··· INFORMATION GIVEN ···

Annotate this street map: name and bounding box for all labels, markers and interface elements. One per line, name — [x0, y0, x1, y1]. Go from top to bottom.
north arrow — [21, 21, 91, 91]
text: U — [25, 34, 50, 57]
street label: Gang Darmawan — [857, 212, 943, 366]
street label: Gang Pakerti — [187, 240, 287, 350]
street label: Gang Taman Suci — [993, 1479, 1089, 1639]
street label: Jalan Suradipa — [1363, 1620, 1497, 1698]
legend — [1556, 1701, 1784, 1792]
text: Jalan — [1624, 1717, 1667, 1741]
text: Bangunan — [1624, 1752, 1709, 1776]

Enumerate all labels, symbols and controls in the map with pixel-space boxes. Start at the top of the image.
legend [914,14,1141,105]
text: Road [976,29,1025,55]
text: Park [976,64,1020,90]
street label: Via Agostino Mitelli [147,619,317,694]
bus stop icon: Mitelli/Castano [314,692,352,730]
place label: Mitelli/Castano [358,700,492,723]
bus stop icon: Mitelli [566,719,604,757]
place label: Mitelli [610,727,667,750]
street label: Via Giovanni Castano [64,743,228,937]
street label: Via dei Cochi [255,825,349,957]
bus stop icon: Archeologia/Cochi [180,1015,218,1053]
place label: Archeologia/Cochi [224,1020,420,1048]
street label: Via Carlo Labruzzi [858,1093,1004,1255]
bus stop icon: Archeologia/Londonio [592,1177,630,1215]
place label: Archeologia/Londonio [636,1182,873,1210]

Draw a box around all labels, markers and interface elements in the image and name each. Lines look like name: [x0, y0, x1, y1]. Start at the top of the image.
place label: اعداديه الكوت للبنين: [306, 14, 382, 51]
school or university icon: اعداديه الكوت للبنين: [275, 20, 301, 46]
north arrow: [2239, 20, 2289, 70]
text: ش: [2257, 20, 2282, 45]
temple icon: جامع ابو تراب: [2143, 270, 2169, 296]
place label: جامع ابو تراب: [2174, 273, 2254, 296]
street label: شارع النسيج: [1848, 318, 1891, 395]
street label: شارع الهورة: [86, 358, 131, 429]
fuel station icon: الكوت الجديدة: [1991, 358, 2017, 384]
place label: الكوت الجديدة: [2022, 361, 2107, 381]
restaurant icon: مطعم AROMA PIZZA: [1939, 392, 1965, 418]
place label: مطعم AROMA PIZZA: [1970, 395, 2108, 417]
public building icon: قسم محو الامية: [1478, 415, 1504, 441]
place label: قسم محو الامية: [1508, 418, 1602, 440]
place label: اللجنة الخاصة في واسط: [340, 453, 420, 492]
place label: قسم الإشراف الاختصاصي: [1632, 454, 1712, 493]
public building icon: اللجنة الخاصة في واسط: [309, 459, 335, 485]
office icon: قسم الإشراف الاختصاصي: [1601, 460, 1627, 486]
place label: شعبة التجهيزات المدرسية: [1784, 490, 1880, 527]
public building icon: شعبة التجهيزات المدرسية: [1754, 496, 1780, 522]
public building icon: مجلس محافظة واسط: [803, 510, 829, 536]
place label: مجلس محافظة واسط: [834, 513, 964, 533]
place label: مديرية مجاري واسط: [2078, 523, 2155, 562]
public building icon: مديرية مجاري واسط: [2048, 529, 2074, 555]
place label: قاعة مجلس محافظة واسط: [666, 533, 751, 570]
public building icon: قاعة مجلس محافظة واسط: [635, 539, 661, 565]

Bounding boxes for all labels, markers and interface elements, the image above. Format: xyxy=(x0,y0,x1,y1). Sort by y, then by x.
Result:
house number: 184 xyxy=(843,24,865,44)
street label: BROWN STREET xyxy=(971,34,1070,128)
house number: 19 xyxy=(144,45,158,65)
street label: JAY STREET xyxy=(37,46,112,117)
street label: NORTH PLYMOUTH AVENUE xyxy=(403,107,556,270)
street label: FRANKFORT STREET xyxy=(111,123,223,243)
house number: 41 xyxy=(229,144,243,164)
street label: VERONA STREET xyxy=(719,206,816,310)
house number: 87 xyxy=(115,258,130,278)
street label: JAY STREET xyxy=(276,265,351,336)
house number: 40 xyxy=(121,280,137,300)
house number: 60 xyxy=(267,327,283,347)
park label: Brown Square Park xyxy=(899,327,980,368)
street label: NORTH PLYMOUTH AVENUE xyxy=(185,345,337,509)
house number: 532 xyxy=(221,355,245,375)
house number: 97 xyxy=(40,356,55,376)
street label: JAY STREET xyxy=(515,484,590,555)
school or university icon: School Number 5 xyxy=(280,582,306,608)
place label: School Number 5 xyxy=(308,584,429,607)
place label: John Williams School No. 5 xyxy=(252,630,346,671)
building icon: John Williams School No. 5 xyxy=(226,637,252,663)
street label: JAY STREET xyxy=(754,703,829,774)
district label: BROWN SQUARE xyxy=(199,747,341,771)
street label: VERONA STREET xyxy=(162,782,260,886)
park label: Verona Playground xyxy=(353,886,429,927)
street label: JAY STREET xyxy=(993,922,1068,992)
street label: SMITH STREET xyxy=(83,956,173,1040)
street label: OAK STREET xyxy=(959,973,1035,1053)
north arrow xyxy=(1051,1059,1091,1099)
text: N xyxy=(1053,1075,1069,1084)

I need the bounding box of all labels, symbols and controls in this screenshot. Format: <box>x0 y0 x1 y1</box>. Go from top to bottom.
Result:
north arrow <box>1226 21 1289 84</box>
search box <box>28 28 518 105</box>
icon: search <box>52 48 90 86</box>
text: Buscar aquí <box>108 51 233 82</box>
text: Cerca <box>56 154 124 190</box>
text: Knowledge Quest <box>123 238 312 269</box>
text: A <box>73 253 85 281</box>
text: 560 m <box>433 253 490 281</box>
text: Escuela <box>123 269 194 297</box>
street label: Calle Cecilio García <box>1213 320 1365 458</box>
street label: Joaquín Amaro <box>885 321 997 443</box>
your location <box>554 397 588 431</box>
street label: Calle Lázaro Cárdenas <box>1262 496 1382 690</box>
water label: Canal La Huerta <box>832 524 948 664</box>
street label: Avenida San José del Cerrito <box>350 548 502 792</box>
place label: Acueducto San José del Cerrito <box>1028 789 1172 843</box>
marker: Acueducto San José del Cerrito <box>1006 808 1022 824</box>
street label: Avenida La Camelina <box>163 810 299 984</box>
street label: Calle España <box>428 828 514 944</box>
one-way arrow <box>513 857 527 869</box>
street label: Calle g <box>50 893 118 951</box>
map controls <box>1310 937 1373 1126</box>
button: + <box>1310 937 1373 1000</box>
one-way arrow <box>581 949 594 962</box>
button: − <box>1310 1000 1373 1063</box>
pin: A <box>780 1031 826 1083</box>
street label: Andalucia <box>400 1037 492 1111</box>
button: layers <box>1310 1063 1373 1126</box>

···

- _BRIEF_
The records above are to be returned exactly as they appear.

- _RESULT OF THIS TASK_
Annotate this street map: name and bounding box for all labels, markers and interface elements. One per line, name — [x0, y0, x1, y1]. Go from top to bottom.
north arrow — [21, 21, 91, 91]
text: U — [25, 34, 50, 57]
street label: Gang Darmawan — [857, 212, 943, 366]
street label: Gang Pakerti — [187, 240, 287, 350]
street label: Gang Taman Suci — [993, 1479, 1089, 1639]
street label: Jalan Suradipa — [1363, 1620, 1497, 1698]
legend — [1556, 1701, 1784, 1792]
text: Jalan — [1624, 1717, 1667, 1741]
text: Bangunan — [1624, 1752, 1709, 1776]

Enumerate all labels, symbols and controls in the map with pixel-space boxes. Start at the top of the image.
legend [914,14,1141,105]
text: Road [976,29,1025,55]
text: Park [976,64,1020,90]
street label: Via Agostino Mitelli [147,619,317,694]
bus stop icon: Mitelli/Castano [314,692,352,730]
place label: Mitelli/Castano [358,700,492,723]
bus stop icon: Mitelli [566,719,604,757]
place label: Mitelli [610,727,667,750]
street label: Via Giovanni Castano [64,743,228,937]
street label: Via dei Cochi [255,825,349,957]
bus stop icon: Archeologia/Cochi [180,1015,218,1053]
place label: Archeologia/Cochi [224,1020,420,1048]
street label: Via Carlo Labruzzi [858,1093,1004,1255]
bus stop icon: Archeologia/Londonio [592,1177,630,1215]
place label: Archeologia/Londonio [636,1182,873,1210]

Draw a box around all labels, markers and interface elements in the image and name each. Lines look like name: [x0, y0, x1, y1]. Start at the top of the image.
place label: اعداديه الكوت للبنين: [306, 14, 382, 51]
school or university icon: اعداديه الكوت للبنين: [275, 20, 301, 46]
north arrow: [2239, 20, 2289, 70]
text: ش: [2257, 20, 2282, 45]
temple icon: جامع ابو تراب: [2143, 270, 2169, 296]
place label: جامع ابو تراب: [2174, 273, 2254, 296]
street label: شارع النسيج: [1848, 318, 1891, 395]
street label: شارع الهورة: [86, 358, 131, 429]
fuel station icon: الكوت الجديدة: [1991, 358, 2017, 384]
place label: الكوت الجديدة: [2022, 361, 2107, 381]
restaurant icon: مطعم AROMA PIZZA: [1939, 392, 1965, 418]
place label: مطعم AROMA PIZZA: [1970, 395, 2108, 417]
public building icon: قسم محو الامية: [1478, 415, 1504, 441]
place label: قسم محو الامية: [1508, 418, 1602, 440]
place label: اللجنة الخاصة في واسط: [340, 453, 420, 492]
place label: قسم الإشراف الاختصاصي: [1632, 454, 1712, 493]
public building icon: اللجنة الخاصة في واسط: [309, 459, 335, 485]
office icon: قسم الإشراف الاختصاصي: [1601, 460, 1627, 486]
place label: شعبة التجهيزات المدرسية: [1784, 490, 1880, 527]
public building icon: شعبة التجهيزات المدرسية: [1754, 496, 1780, 522]
public building icon: مجلس محافظة واسط: [803, 510, 829, 536]
place label: مجلس محافظة واسط: [834, 513, 964, 533]
place label: مديرية مجاري واسط: [2078, 523, 2155, 562]
public building icon: مديرية مجاري واسط: [2048, 529, 2074, 555]
place label: قاعة مجلس محافظة واسط: [666, 533, 751, 570]
public building icon: قاعة مجلس محافظة واسط: [635, 539, 661, 565]

Bounding boxes for all labels, markers and interface elements, the image above. Format: xyxy=(x0,y0,x1,y1). Sort by y, then by x.
Result:
house number: 184 xyxy=(843,24,865,44)
street label: BROWN STREET xyxy=(971,34,1070,128)
house number: 19 xyxy=(144,45,158,65)
street label: JAY STREET xyxy=(37,46,112,117)
street label: NORTH PLYMOUTH AVENUE xyxy=(403,107,556,270)
street label: FRANKFORT STREET xyxy=(111,123,223,243)
house number: 41 xyxy=(229,144,243,164)
street label: VERONA STREET xyxy=(719,206,816,310)
house number: 87 xyxy=(115,258,130,278)
street label: JAY STREET xyxy=(276,265,351,336)
house number: 40 xyxy=(121,280,137,300)
house number: 60 xyxy=(267,327,283,347)
park label: Brown Square Park xyxy=(899,327,980,368)
street label: NORTH PLYMOUTH AVENUE xyxy=(185,345,337,509)
house number: 532 xyxy=(221,355,245,375)
house number: 97 xyxy=(40,356,55,376)
street label: JAY STREET xyxy=(515,484,590,555)
school or university icon: School Number 5 xyxy=(280,582,306,608)
place label: School Number 5 xyxy=(308,584,429,607)
place label: John Williams School No. 5 xyxy=(252,630,346,671)
building icon: John Williams School No. 5 xyxy=(226,637,252,663)
street label: JAY STREET xyxy=(754,703,829,774)
district label: BROWN SQUARE xyxy=(199,747,341,771)
street label: VERONA STREET xyxy=(162,782,260,886)
park label: Verona Playground xyxy=(353,886,429,927)
street label: JAY STREET xyxy=(993,922,1068,992)
street label: SMITH STREET xyxy=(83,956,173,1040)
street label: OAK STREET xyxy=(959,973,1035,1053)
north arrow xyxy=(1051,1059,1091,1099)
text: N xyxy=(1053,1075,1069,1084)

I need the bounding box of all labels, symbols and controls in this screenshot. Format: <box>x0 y0 x1 y1</box>. Go from top to bottom.
Result:
north arrow <box>1226 21 1289 84</box>
search box <box>28 28 518 105</box>
icon: search <box>52 48 90 86</box>
text: Buscar aquí <box>108 51 233 82</box>
text: Cerca <box>56 154 124 190</box>
text: Knowledge Quest <box>123 238 312 269</box>
text: A <box>73 253 85 281</box>
text: 560 m <box>433 253 490 281</box>
text: Escuela <box>123 269 194 297</box>
street label: Calle Cecilio García <box>1213 320 1365 458</box>
street label: Joaquín Amaro <box>885 321 997 443</box>
your location <box>554 397 588 431</box>
street label: Calle Lázaro Cárdenas <box>1262 496 1382 690</box>
water label: Canal La Huerta <box>832 524 948 664</box>
street label: Avenida San José del Cerrito <box>350 548 502 792</box>
place label: Acueducto San José del Cerrito <box>1028 789 1172 843</box>
marker: Acueducto San José del Cerrito <box>1006 808 1022 824</box>
street label: Avenida La Camelina <box>163 810 299 984</box>
street label: Calle España <box>428 828 514 944</box>
one-way arrow <box>513 857 527 869</box>
street label: Calle g <box>50 893 118 951</box>
map controls <box>1310 937 1373 1126</box>
button: + <box>1310 937 1373 1000</box>
one-way arrow <box>581 949 594 962</box>
button: − <box>1310 1000 1373 1063</box>
pin: A <box>780 1031 826 1083</box>
street label: Andalucia <box>400 1037 492 1111</box>
button: layers <box>1310 1063 1373 1126</box>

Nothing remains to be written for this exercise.